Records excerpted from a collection
------------------------

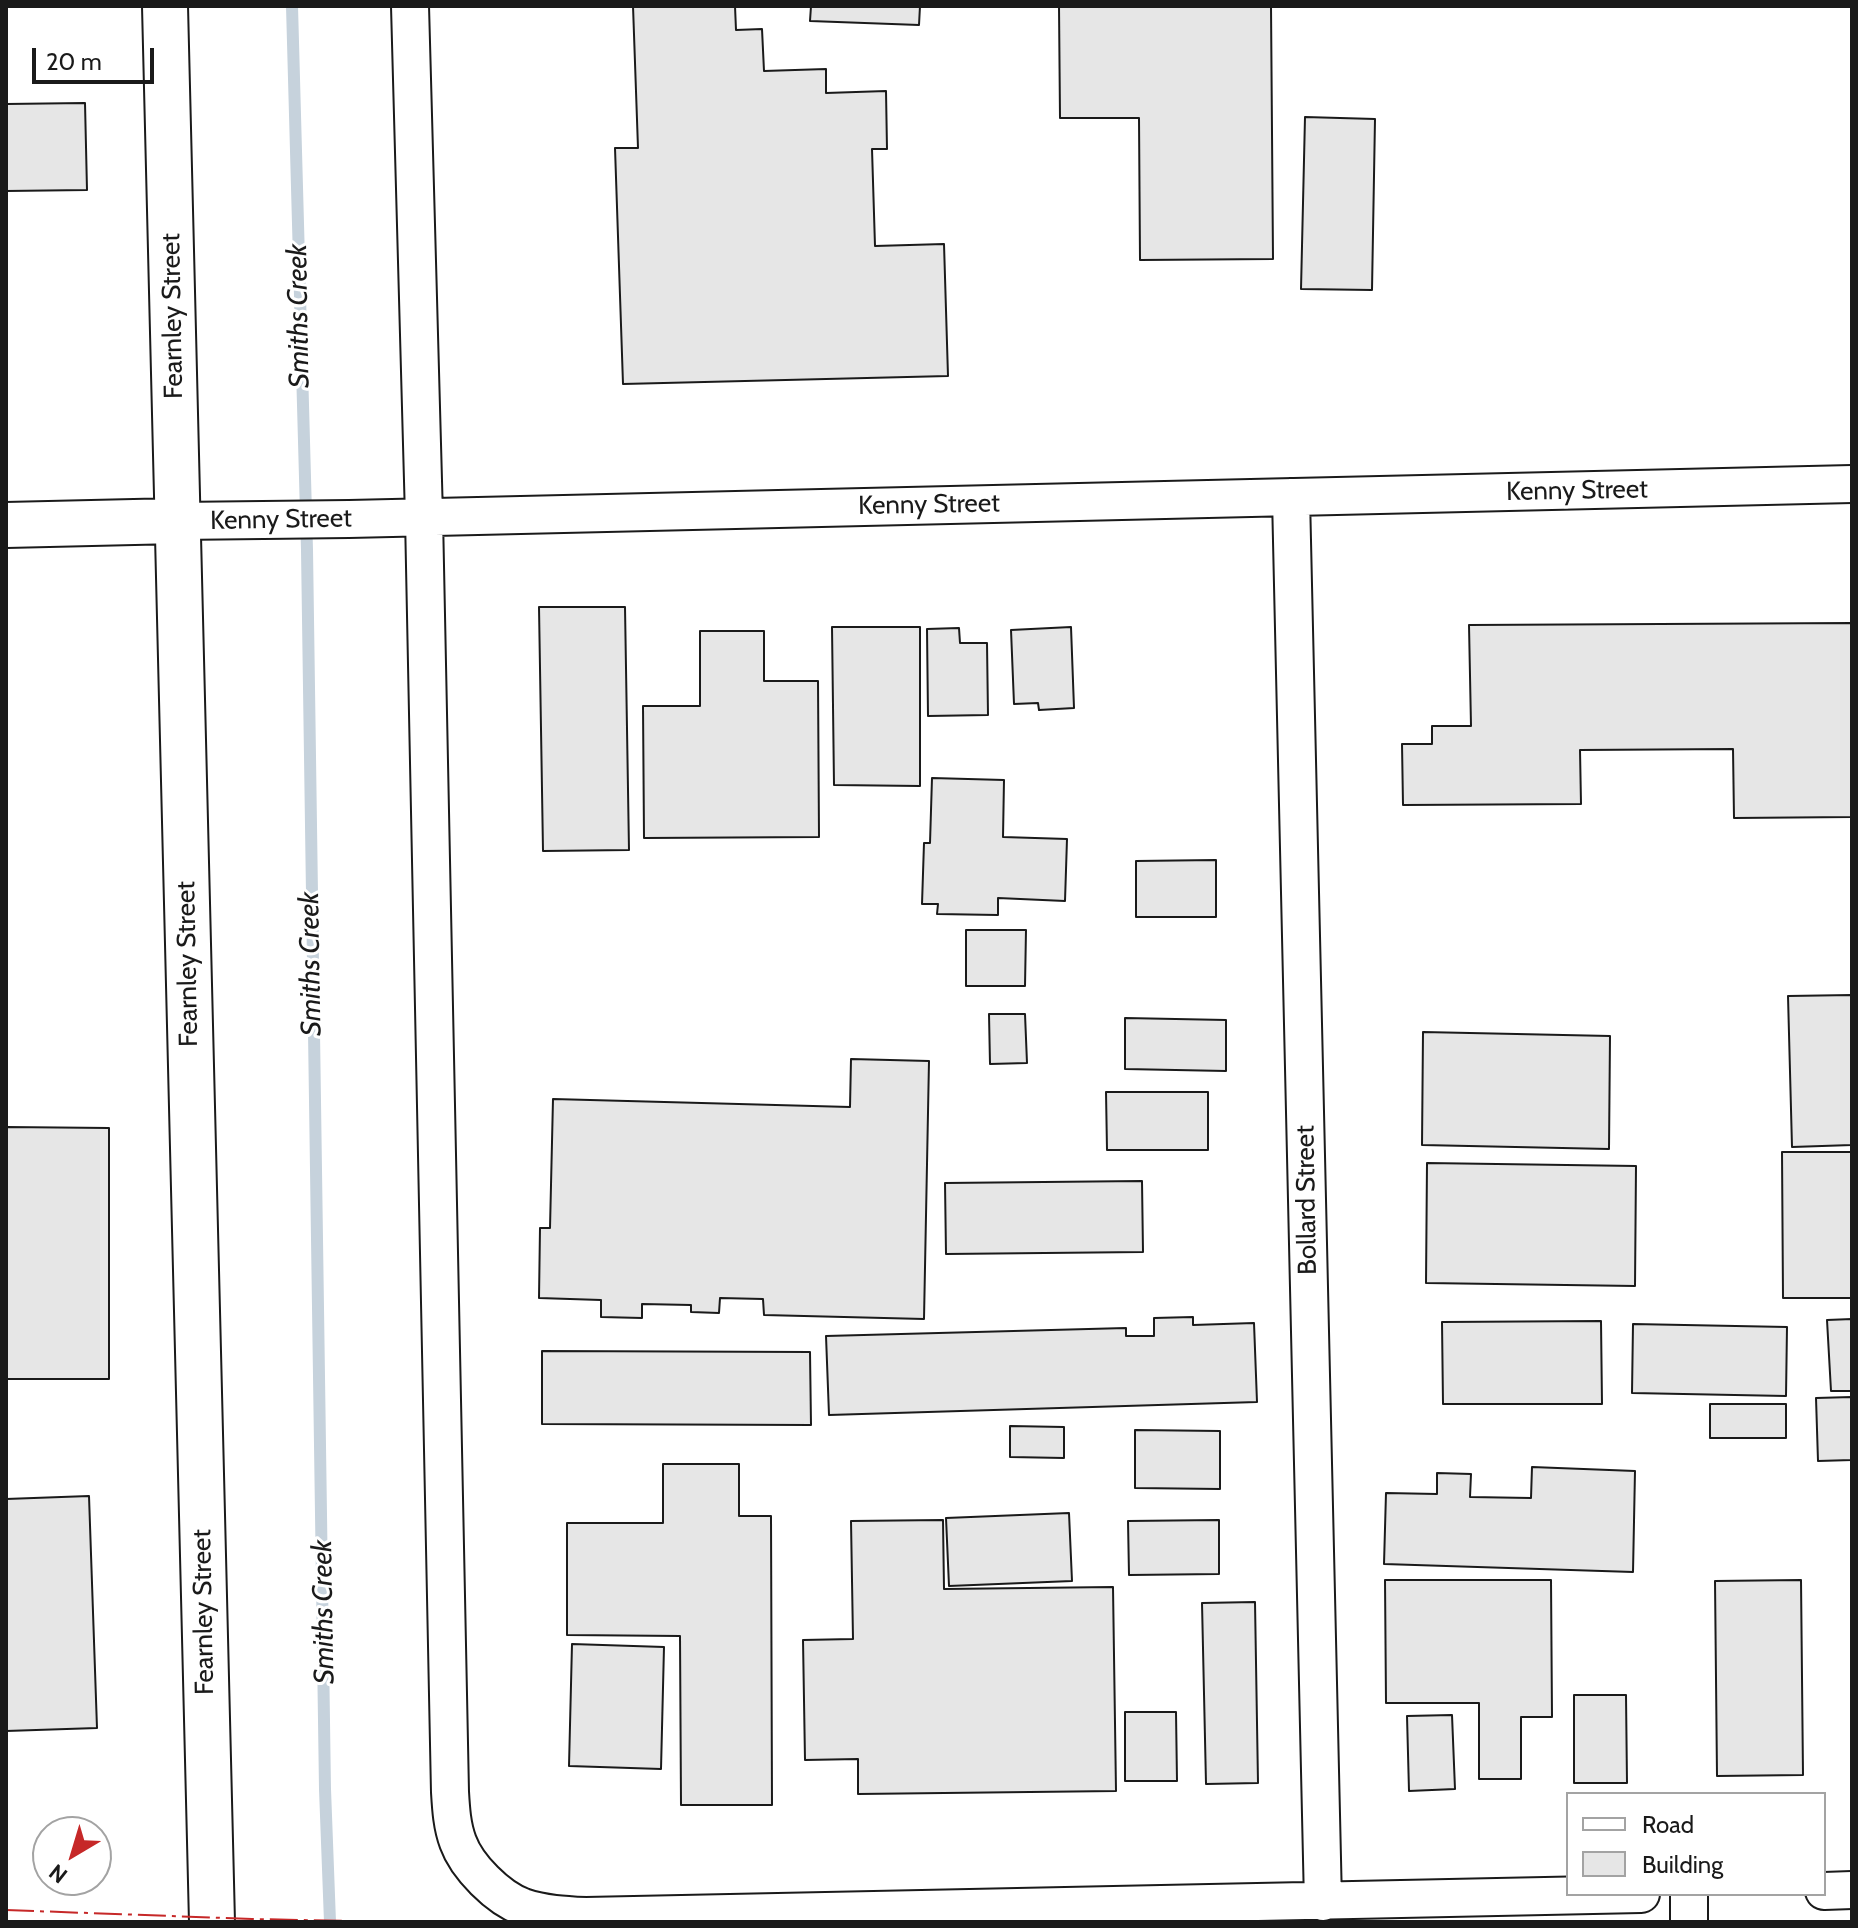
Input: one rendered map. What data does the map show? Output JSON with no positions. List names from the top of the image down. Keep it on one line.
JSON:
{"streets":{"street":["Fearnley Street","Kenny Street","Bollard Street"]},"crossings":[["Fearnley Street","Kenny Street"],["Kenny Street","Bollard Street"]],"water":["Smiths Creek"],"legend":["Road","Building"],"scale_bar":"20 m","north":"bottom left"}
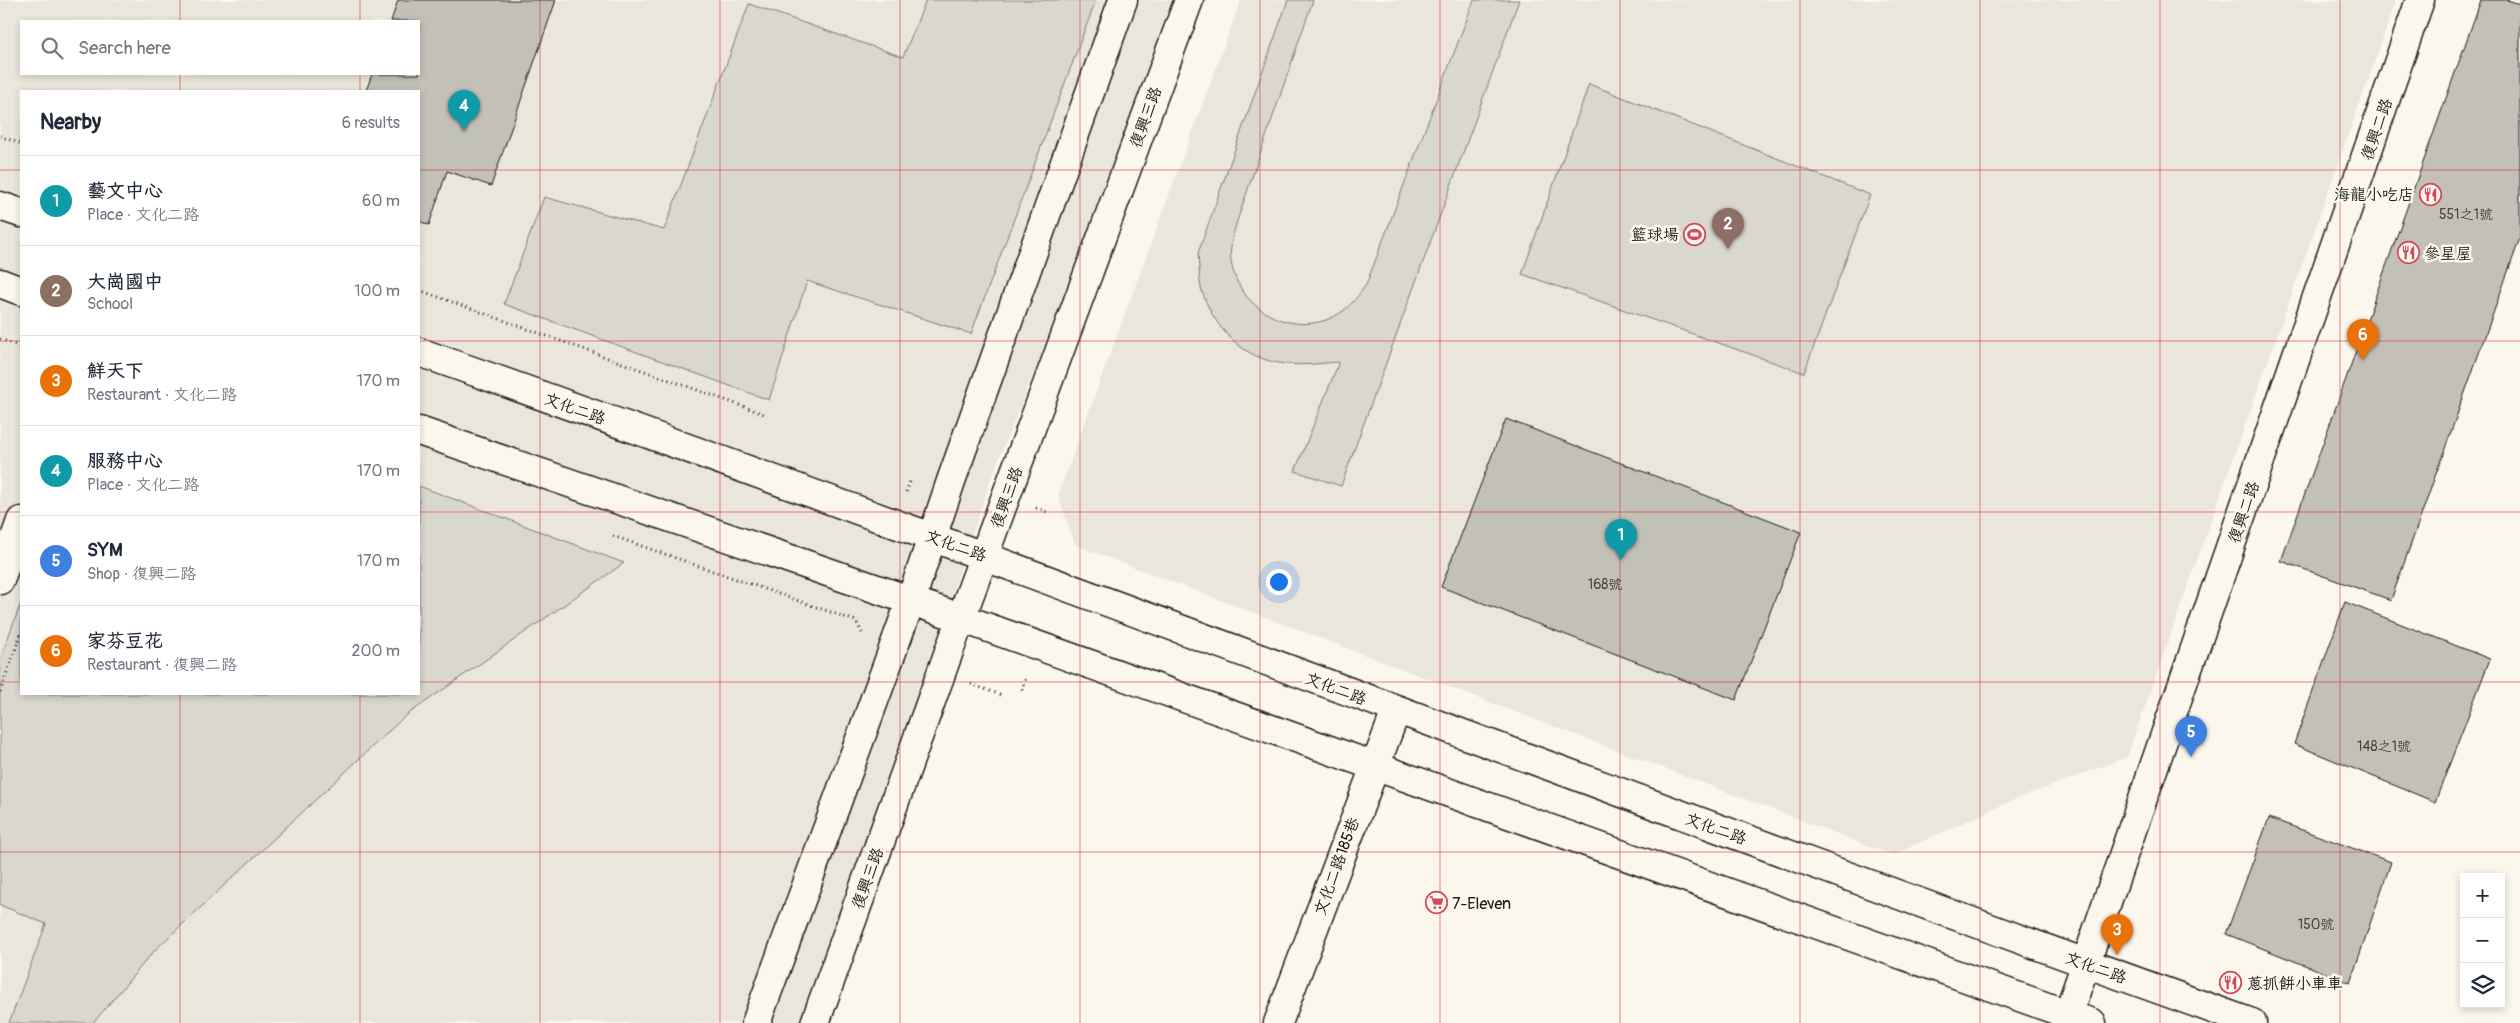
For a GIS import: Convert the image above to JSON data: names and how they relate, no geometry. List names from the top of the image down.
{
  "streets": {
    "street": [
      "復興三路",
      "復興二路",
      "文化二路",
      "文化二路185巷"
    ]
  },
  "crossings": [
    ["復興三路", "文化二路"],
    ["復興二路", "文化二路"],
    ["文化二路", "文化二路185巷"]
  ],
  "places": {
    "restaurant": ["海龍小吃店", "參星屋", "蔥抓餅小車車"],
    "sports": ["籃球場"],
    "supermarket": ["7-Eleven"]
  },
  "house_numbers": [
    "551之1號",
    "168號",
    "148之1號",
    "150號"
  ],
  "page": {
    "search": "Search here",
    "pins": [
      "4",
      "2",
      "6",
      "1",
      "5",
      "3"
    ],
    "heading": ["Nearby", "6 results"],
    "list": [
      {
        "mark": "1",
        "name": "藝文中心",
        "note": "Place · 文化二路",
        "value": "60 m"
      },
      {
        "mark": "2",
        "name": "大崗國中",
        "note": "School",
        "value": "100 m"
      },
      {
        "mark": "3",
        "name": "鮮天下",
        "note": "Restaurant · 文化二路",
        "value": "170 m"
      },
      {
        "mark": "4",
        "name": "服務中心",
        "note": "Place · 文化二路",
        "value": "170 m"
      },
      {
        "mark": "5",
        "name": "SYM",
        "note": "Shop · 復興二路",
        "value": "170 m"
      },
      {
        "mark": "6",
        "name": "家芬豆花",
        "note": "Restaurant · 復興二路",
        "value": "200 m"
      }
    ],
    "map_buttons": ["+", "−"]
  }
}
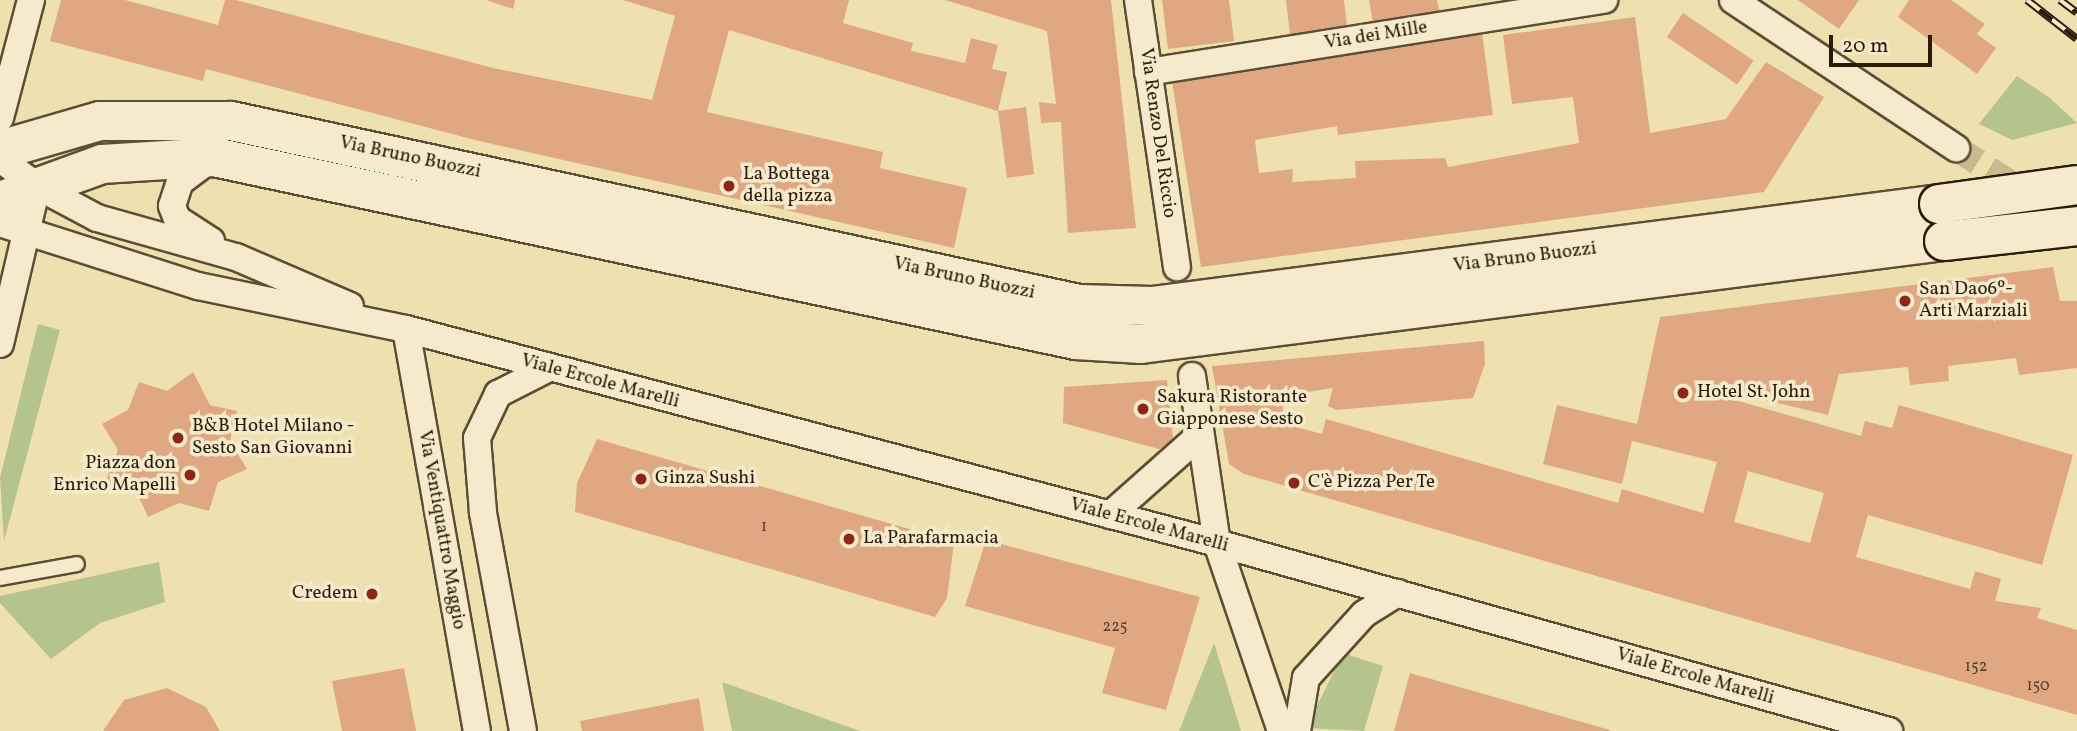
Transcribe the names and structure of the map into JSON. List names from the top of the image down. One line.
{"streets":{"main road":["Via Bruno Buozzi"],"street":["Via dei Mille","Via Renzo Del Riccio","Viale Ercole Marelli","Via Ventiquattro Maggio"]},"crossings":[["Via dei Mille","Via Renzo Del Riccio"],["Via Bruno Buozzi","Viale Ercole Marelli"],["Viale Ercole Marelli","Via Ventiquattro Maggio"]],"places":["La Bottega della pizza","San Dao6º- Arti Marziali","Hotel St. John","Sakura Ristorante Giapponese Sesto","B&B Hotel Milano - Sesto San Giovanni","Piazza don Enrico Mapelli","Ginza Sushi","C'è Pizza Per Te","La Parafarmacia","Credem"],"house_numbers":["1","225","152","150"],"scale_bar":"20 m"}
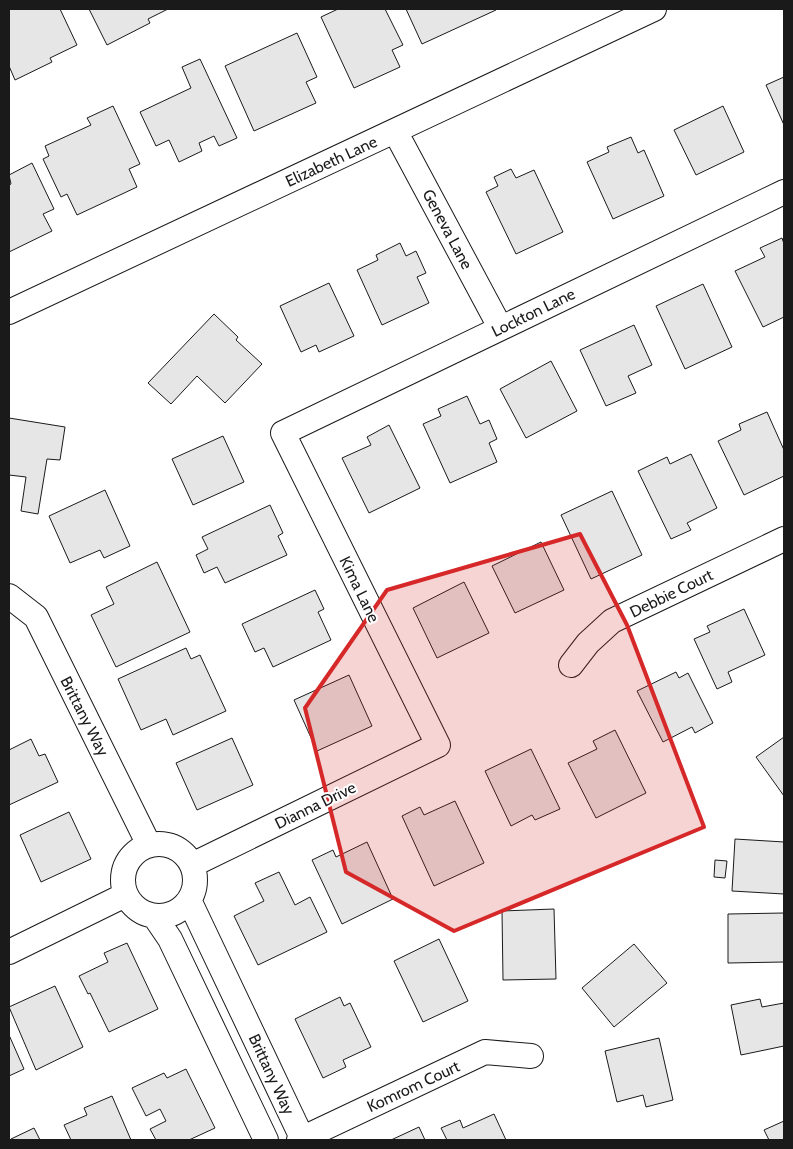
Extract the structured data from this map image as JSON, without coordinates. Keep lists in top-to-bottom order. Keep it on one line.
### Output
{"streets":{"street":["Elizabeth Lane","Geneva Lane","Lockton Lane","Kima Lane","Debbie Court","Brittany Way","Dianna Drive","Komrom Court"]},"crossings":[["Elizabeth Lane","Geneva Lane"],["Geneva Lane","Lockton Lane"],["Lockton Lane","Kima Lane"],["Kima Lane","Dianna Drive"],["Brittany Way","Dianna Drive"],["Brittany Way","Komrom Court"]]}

------------------------

» AIM OF THE EXERCISE: For the word "Keep", return every line of the records that holds it.

» WORKED SOLUTION:
Input: one rendered map. What data does the map show? Output JSON with no positions. List names from the top of the image down. Keep it on one line.
Extract the structured data from this map image as JSON, without coordinates. Keep lists in top-to-bottom order. Keep it on one line.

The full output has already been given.